He had only a moment to wait. When he heard the footsteps approach, he swung his sword around the corner at waist height, wrist jolting as it sliced through flesh and found bone. The wounded man shouted, stumbling back, and Marcus jerked his sword free and stepped around the corner. As he'd hoped, the second attacker had been forced to sidestep the first, leaving him wrong-footed. Marcus raised his pistol and shot him in the chest at point-blank range, so close that even left-handed he couldn't miss. The man staggered and fell bonelessly down the stairs. Marcus dropped the pistol and slid back behind the wall, just ahead of a pair of shots from below that knocked plaster from the opposite wall. He heard a shot from behind him as well, but when he looked around, Sothe was fighting the last of Orlanko's men, driving him back with neat, efficient swordplay before killing him with a thrust to the heart.

He risked a look down the stairs. The four men at the door, along with the
one he'd cut, seemed to be conferring. Marcus retreated to the anteroom, where Sothe was finishing a groaning survivor with her sword and retrieving her throwing knives.

“That was . . .” Marcus looked around at the splayed corpses. Sothe herself bore a shallow cut on her arm and another on her hip, but seemed otherwise unharmed. “Impressive.”

“Too slow.” She shrugged. “I'm getting old. How many left down there?”

“Four or five. They don't seem to be in a hurry.”

“See if you can talk to Dorsay.”

Marcus crouched behind the sofa, in case his voice drew a gunshot, and shouted, “Duke Dorsay? Are you all right?”

A young, gruff male voice answered. “Who the hell is that? What's going on out there?”

“Orlanko's people are trying to kill the duke,” Marcus said. “Is he hurt?”

“I'm all right,” came an older man's voice. “Who's out there?”

“Marcus d'Ivoire,” Marcus said. “Queen Raesinia sent me when we got warning of Orlanko's attack.”

“That goddamned snake,” Dorsay fumed. “Jeffery, get the door open.”

“Your Grace, this could be a trick—” said the young man, who had to be one of the Life Guards.

“Can you get out the window?” Sothe interrupted.

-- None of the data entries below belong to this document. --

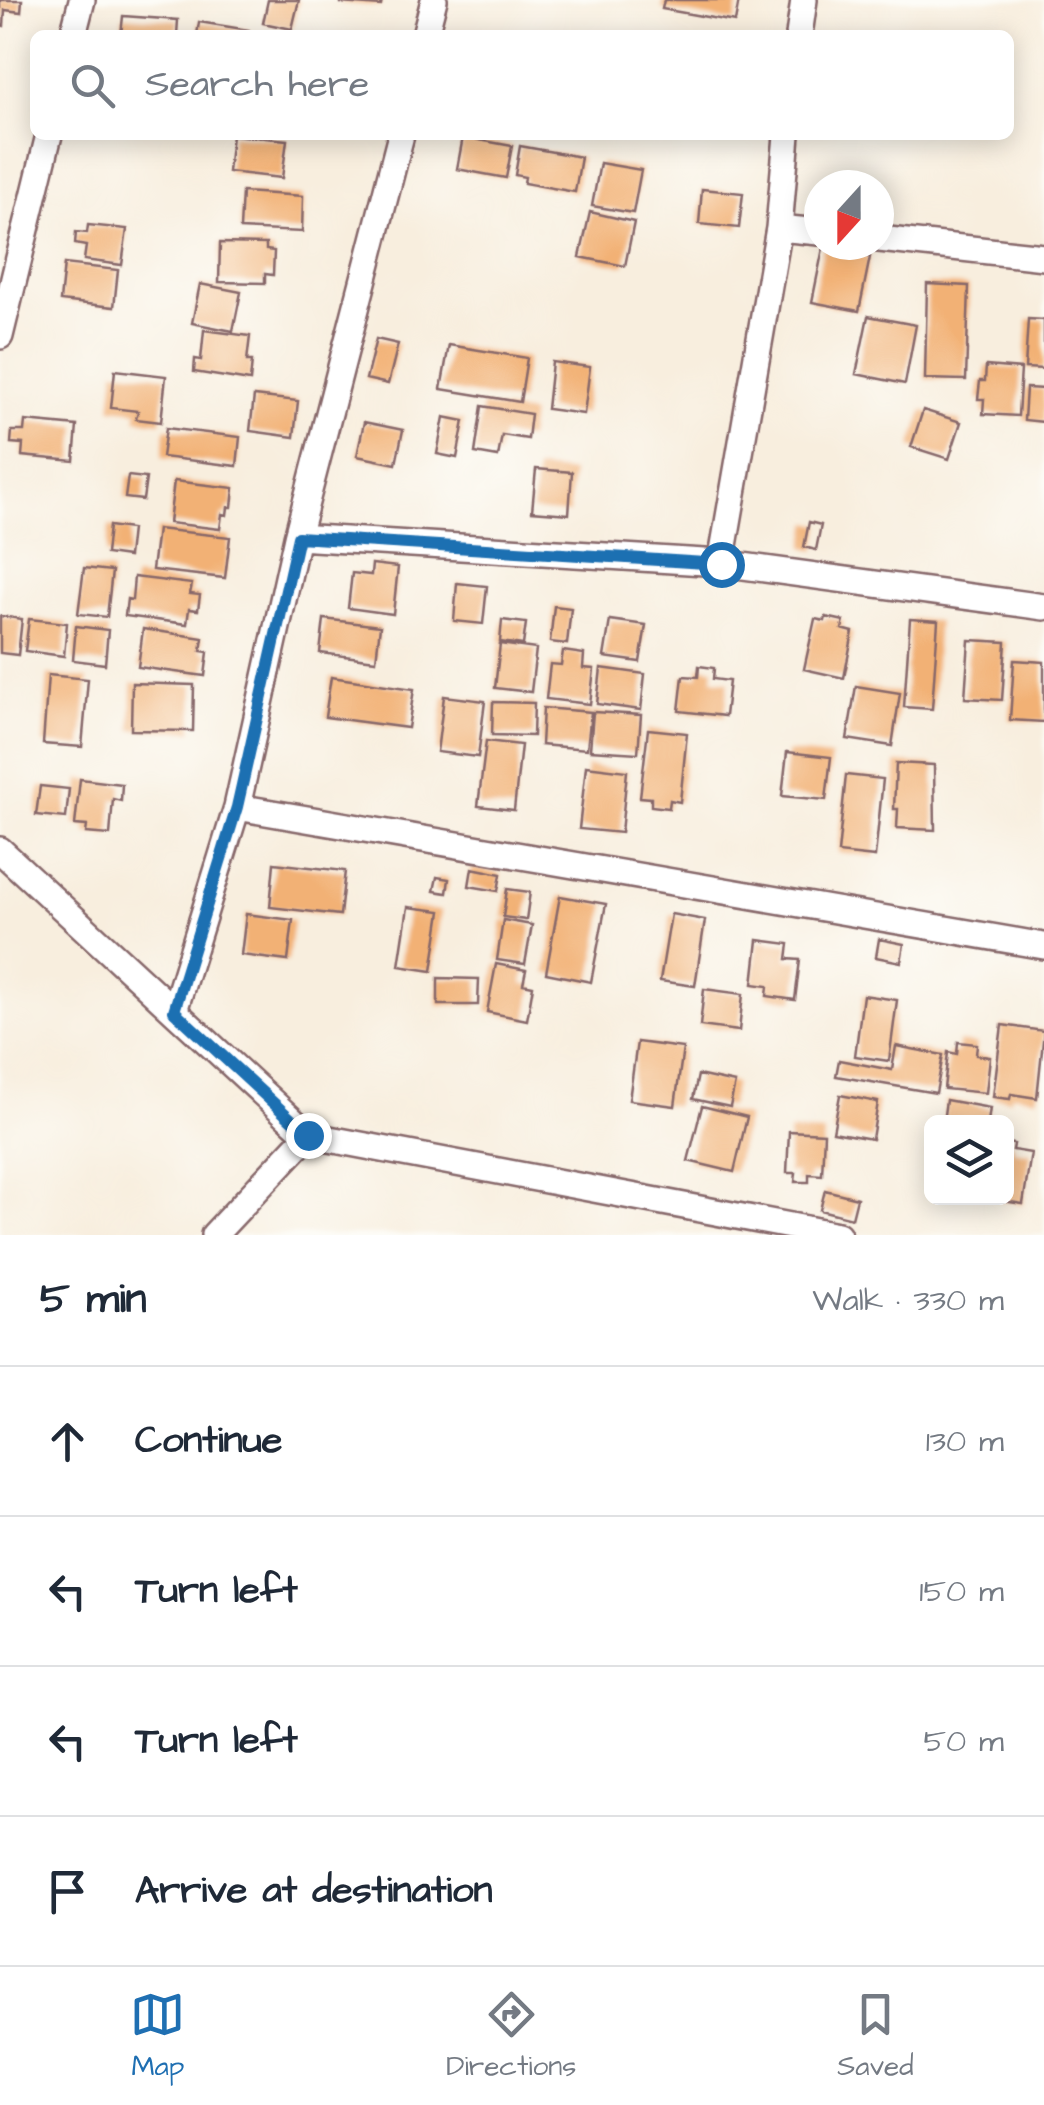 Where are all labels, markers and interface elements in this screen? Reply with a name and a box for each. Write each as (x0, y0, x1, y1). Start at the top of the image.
search box (30, 30, 1014, 140)
icon: search (65, 58, 120, 113)
text: Search here (145, 59, 369, 111)
north arrow (804, 170, 894, 260)
route start (699, 542, 745, 588)
route end (286, 1113, 332, 1159)
map controls (924, 1115, 1014, 1205)
button: layers (924, 1115, 1014, 1205)
text: 5 min (40, 1271, 147, 1329)
text: Walk · 330 m (812, 1278, 1004, 1323)
icon: ahead (40, 1414, 95, 1469)
text: Continue (135, 1415, 282, 1467)
text: 130 m (926, 1419, 1004, 1464)
icon: left (40, 1564, 95, 1619)
text: Turn left (135, 1565, 298, 1617)
text: 150 m (919, 1569, 1004, 1614)
icon: left (40, 1714, 95, 1769)
text: Turn left (135, 1715, 298, 1767)
text: 50 m (923, 1719, 1004, 1764)
icon: arrive (40, 1864, 95, 1919)
text: Arrive at destination (135, 1865, 492, 1917)
tab: Map (130, 1987, 185, 2086)
tab: Directions (446, 1987, 576, 2086)
tab: Saved (837, 1987, 914, 2086) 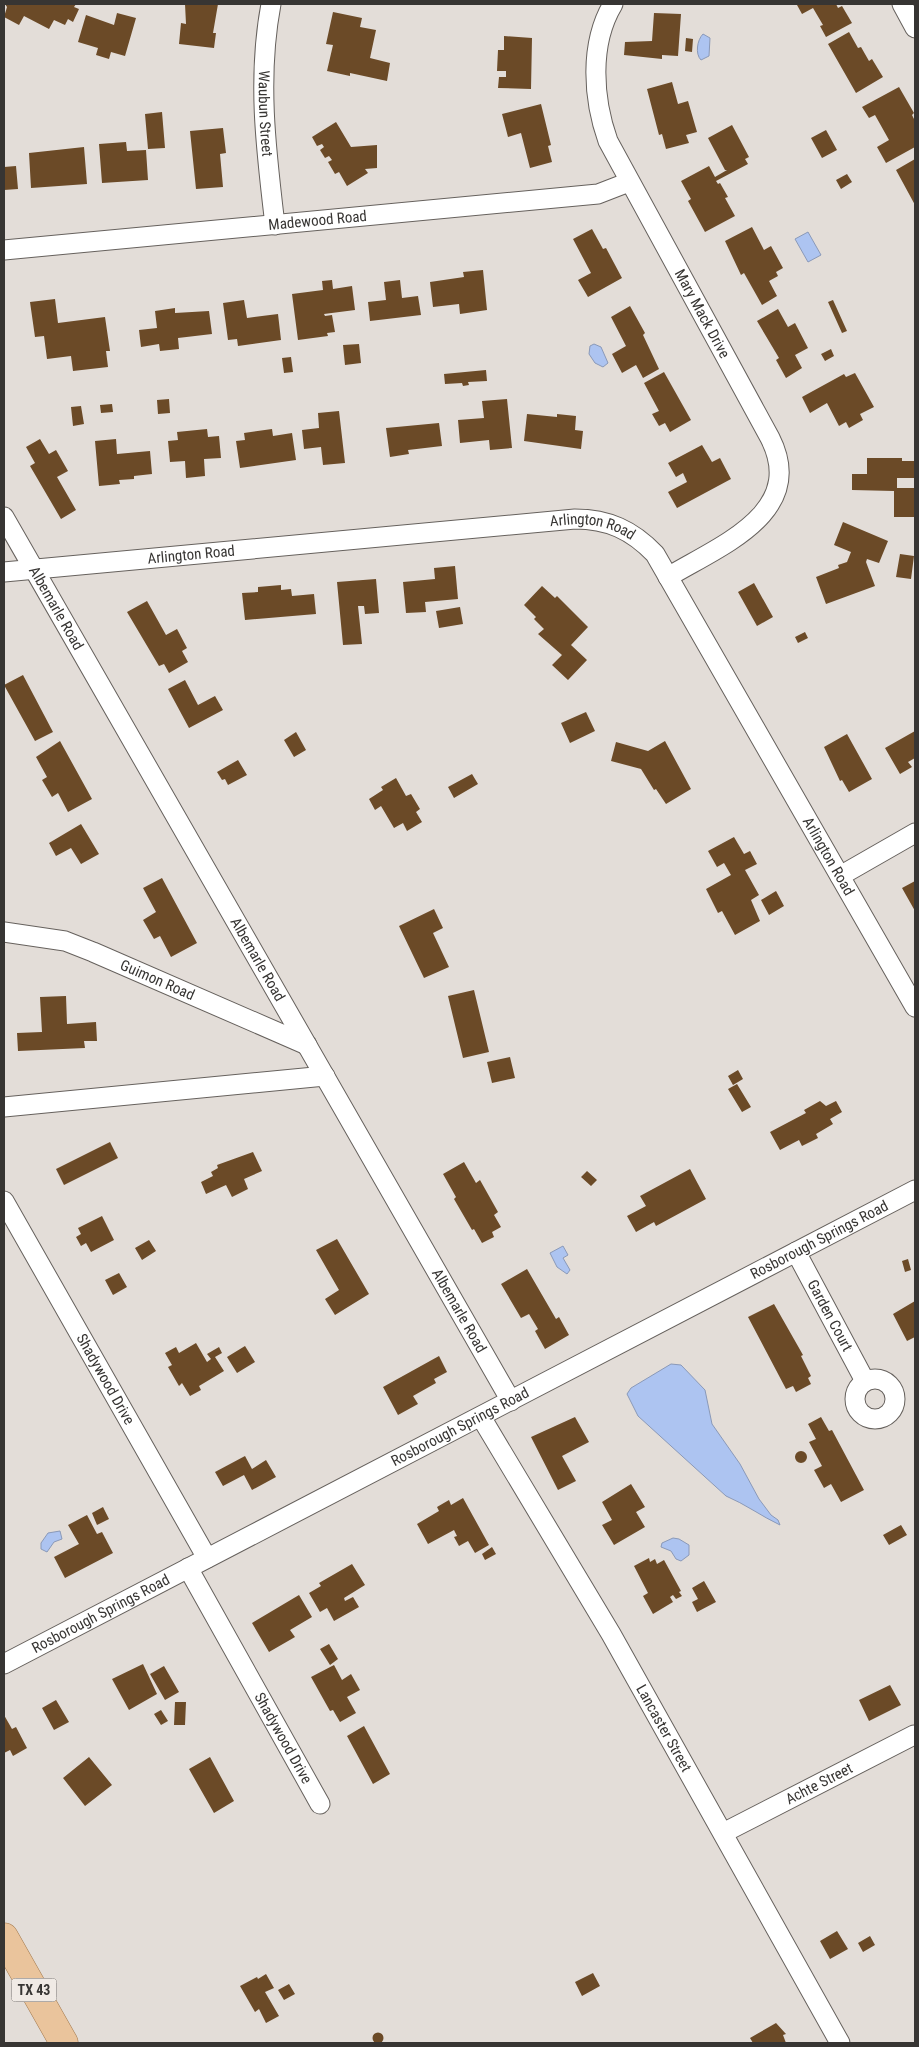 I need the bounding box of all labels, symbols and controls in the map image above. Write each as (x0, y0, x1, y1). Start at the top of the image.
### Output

“My wall-climbing days are a long way behind me,” Dorsay said. “But we might be able to knot together some bedsheets. Why?”

“They're coming.” She picked out a throwing knife, wiped it on her sleeve, and waited.

Marcus heard the footsteps a moment later. It sounded like at least a half dozen men, maybe more. As the first one came into view at the top of the stairs, Sothe let the blade fly, a perfect throw that sank into the attacker's throat just above his collarbone. He fell, and it was only a moment later that Marcus registered he'd been dressed in tight-fitting black, like Sothe, and had worn a multifaceted mask that glittered in the light of the lanterns.

Two more men, in similar costumes, leapt over the corpse without a pause and kept coming. They had long, curved swords, blades blackened to dull the sheen. Sothe hurled another knife, which caught one of them in the eye, and he tumbled to a halt, while Marcus stepped in to block the other one. Their swords met with a shivering scream of steel, and as his opponent bulled forward, Marcus lashed out with a kick to the other man's kneecap. The masked
figure stumbled, and Marcus danced away from his clumsy counterstroke and planted his saber in the man's chest.

“Penitents?” he said to Sothe.

Her eyes narrowed. “Something's wrong. What happened to the first one?”

Marcus looked up. The first attacker was gone, Sothe's knife lying bloody on the carpet where his corpse had been. Then, as he watched, the second body faded away, turning translucent as mist and then vanishing entirely. The third corpse, with Marcus' sword still in its chest, vanished in the same fashion a moment later.

Another man came around the corner, armed and dressed like all the others. He gave them a brief look, followed by an exaggerated shrug, his mask clicking. The air around him went
strange
, overlapping images that didn't quite line up, like looking into a mirror spiderwebbed with cracks. For a moment there were four identical copies of the man, all staring back at Marcus, and then—

—the odd effect was gone, and there were four identical copies of the man standing in the corridor.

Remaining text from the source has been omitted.